Possibilities of treatment and medication
The treatments usually combine a full team approach that includes medical experts with different skills. The task may include a “conversation therapy” that talks out someone with an eating disorder to avoid negative habits and thoughts healthier. A common form used here is CBT (cognitive behavioral therapy), where patients learn to recognize such habits.
Also, medical experts can develop an optimal eating plan where the patient’s individual feeding and weight needs are concerned. If this doesn’t help people control anxiety, urges, purging, binge eating, or unhealthy thoughts, medications can be introduced. Sometimes persons rapidly struggling with an eating disorder should take antidepressants and anti-anxiety drugs.
When things about weight problems get serious, medical experts may recommend hospitalization. There are some other programs for binge eating that include treatments in a specialized clinic.
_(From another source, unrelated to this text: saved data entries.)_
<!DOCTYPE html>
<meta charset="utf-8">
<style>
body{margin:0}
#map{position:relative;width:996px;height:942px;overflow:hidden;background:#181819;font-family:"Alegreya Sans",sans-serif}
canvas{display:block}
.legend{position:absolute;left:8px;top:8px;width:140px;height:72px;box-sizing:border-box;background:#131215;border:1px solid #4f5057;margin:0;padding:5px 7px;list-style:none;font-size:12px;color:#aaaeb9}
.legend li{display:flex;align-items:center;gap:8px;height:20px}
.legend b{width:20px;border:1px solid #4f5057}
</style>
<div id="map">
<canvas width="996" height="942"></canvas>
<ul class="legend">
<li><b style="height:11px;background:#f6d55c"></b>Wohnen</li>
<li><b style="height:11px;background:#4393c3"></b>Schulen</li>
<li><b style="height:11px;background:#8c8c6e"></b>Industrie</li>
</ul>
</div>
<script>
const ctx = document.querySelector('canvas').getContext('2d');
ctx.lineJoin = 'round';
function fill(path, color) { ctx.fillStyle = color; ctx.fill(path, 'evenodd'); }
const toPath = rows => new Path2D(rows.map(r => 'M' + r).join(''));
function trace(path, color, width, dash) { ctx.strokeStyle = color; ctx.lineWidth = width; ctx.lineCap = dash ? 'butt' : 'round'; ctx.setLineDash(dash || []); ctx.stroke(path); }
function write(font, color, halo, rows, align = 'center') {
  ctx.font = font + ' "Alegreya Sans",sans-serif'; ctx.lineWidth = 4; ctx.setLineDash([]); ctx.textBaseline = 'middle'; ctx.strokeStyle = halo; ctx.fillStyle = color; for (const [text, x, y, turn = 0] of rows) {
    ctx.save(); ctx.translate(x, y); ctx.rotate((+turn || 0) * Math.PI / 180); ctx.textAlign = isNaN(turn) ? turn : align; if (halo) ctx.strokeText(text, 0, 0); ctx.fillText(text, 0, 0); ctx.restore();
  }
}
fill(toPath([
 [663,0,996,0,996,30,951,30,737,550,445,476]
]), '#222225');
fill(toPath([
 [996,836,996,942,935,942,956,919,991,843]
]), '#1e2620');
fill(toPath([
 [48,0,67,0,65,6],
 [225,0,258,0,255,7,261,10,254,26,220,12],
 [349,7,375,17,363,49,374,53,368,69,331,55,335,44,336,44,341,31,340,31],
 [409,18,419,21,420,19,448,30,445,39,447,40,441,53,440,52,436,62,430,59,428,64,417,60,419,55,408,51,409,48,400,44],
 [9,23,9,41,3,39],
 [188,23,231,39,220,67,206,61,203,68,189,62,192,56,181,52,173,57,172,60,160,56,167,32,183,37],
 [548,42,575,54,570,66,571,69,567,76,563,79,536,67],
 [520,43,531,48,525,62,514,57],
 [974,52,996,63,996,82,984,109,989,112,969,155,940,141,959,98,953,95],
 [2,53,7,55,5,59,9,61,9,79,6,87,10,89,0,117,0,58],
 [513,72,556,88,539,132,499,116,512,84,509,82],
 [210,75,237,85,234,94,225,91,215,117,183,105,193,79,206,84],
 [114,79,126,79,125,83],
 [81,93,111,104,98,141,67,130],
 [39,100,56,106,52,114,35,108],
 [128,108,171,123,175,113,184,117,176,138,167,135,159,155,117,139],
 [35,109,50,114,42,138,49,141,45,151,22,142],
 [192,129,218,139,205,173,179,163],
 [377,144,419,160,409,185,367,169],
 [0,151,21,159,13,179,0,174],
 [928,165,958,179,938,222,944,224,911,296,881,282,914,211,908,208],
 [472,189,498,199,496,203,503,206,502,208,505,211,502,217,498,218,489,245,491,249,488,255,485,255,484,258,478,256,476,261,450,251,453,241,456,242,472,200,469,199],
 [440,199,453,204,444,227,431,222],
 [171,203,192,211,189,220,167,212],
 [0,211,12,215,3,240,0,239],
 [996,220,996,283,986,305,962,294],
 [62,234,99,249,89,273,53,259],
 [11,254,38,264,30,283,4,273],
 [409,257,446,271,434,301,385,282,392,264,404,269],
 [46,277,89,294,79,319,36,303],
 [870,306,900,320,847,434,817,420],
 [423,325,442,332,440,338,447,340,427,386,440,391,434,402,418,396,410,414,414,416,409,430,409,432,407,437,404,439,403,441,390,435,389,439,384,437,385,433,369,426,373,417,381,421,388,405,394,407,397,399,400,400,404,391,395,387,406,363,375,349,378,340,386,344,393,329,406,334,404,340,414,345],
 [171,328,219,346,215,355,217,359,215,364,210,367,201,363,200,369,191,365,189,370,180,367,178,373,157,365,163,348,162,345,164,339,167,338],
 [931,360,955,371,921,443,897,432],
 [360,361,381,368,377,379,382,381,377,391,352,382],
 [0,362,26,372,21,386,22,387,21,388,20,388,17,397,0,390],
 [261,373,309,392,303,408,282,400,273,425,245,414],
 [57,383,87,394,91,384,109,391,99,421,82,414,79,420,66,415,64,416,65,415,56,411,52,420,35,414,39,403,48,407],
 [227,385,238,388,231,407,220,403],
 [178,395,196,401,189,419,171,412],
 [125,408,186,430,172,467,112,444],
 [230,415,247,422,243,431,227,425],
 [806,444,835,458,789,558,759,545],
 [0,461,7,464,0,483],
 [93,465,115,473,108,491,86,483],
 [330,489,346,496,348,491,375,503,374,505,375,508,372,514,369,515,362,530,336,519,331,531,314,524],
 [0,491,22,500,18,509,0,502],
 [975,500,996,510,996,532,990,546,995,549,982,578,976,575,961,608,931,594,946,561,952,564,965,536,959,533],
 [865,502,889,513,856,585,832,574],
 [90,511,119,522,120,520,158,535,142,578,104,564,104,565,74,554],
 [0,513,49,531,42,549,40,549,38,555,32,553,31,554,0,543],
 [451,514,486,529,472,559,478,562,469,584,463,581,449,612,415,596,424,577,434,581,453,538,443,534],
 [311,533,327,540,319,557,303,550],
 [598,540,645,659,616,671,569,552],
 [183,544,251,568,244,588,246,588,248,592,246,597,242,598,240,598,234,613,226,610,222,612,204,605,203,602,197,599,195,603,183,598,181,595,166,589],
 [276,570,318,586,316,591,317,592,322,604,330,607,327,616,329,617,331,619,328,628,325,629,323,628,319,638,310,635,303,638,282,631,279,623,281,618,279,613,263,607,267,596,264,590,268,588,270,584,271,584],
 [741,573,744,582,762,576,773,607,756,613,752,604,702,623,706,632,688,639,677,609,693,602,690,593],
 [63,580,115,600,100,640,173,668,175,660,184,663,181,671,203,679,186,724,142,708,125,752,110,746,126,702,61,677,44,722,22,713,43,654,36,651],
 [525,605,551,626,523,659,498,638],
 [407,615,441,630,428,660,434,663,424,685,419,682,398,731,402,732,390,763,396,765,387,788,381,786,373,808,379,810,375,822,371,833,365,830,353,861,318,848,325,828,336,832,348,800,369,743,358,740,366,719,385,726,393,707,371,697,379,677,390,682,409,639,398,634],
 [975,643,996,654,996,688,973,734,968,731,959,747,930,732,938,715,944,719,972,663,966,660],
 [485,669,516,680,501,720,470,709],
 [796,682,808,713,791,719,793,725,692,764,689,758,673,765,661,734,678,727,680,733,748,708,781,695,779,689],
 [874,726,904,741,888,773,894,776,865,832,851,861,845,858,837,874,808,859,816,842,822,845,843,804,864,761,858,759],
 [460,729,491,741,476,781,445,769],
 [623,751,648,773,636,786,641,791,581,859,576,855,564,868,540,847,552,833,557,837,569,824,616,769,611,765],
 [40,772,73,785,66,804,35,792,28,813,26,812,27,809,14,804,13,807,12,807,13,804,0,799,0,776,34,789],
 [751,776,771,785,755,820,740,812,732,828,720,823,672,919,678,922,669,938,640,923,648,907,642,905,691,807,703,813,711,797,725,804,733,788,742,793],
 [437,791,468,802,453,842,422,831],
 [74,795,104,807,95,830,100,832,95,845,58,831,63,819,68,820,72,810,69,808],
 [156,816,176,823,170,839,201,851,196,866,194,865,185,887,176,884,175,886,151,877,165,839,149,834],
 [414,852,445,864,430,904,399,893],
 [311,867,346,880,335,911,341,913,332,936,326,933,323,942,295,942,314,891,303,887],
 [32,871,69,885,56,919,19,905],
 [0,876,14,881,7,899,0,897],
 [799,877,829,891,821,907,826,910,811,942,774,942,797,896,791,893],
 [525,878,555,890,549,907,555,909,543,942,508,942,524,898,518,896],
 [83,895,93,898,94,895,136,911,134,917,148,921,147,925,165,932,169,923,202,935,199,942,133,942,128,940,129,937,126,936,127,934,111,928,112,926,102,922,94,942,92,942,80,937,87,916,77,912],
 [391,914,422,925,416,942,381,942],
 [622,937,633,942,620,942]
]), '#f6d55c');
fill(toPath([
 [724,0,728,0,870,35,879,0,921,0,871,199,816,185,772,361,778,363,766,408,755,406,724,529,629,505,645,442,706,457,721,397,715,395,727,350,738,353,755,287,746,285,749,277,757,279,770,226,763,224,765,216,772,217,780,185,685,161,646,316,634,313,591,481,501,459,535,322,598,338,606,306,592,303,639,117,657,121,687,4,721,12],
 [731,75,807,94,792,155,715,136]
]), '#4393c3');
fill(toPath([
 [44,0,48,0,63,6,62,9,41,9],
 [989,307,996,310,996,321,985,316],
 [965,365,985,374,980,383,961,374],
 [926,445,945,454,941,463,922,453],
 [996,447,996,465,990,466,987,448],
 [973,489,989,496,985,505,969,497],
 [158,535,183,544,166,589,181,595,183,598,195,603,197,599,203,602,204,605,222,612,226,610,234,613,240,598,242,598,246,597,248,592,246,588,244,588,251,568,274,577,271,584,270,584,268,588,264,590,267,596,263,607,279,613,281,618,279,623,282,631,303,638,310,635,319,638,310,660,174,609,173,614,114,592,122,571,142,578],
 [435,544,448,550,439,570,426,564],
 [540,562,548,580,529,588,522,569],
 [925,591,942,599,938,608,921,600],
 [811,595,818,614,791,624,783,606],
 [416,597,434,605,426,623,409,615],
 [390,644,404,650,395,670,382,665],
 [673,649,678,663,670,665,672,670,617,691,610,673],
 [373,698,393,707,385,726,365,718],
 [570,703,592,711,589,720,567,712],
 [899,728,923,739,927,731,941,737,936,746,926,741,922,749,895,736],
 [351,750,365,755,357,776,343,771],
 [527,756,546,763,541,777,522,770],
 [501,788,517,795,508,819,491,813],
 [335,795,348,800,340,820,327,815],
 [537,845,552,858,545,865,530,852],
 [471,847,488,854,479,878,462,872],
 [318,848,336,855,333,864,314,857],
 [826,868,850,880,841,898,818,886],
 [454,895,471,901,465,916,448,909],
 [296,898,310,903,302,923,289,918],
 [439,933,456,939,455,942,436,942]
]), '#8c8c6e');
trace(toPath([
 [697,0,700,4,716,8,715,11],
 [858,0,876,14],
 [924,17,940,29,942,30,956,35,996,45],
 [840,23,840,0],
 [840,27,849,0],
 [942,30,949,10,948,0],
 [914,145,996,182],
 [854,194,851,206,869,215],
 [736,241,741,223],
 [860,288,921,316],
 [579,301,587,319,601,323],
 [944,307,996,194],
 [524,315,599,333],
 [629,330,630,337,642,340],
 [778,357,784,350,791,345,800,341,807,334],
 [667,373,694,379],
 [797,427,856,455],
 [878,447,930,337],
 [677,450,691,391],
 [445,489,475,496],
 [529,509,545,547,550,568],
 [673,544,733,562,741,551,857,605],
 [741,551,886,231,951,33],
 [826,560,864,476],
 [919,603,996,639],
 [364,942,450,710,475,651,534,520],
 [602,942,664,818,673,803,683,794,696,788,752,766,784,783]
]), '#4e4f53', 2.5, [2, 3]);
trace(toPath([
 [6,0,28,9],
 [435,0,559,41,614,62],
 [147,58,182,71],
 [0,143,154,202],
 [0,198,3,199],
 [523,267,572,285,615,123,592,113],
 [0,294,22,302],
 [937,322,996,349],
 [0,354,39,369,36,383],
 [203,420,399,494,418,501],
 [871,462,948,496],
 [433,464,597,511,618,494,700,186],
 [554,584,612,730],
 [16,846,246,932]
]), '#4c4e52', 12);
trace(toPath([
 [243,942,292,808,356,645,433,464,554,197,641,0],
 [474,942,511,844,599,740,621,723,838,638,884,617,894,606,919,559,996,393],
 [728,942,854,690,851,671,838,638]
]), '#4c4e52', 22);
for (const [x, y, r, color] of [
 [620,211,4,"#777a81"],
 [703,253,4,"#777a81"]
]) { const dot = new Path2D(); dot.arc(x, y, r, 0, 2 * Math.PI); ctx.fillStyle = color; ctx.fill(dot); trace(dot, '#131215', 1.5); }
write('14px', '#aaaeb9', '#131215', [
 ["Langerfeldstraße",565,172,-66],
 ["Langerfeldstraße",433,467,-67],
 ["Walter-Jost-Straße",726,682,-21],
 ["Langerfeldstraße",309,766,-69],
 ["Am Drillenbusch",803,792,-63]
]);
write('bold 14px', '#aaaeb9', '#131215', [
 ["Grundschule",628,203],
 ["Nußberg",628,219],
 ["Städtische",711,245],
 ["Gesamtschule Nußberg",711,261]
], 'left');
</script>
Finally, it is possible to get some complementary or alternative treatments. Yoga, massage, meditation, and acupuncture are common alternative medicine therapies that can help people relax and reduce stress.
Conclusion
There is no safe way to prevent an eating disorder, but one can reduce the risk by learning about the signs and symptoms. It is also recommended to avoid fast diets and unhealthy weight loss behaviors. From an emotional perspective, people at risk should avoid negative conversations about themselves. Finally, they need to find help if the behavior becomes problematic.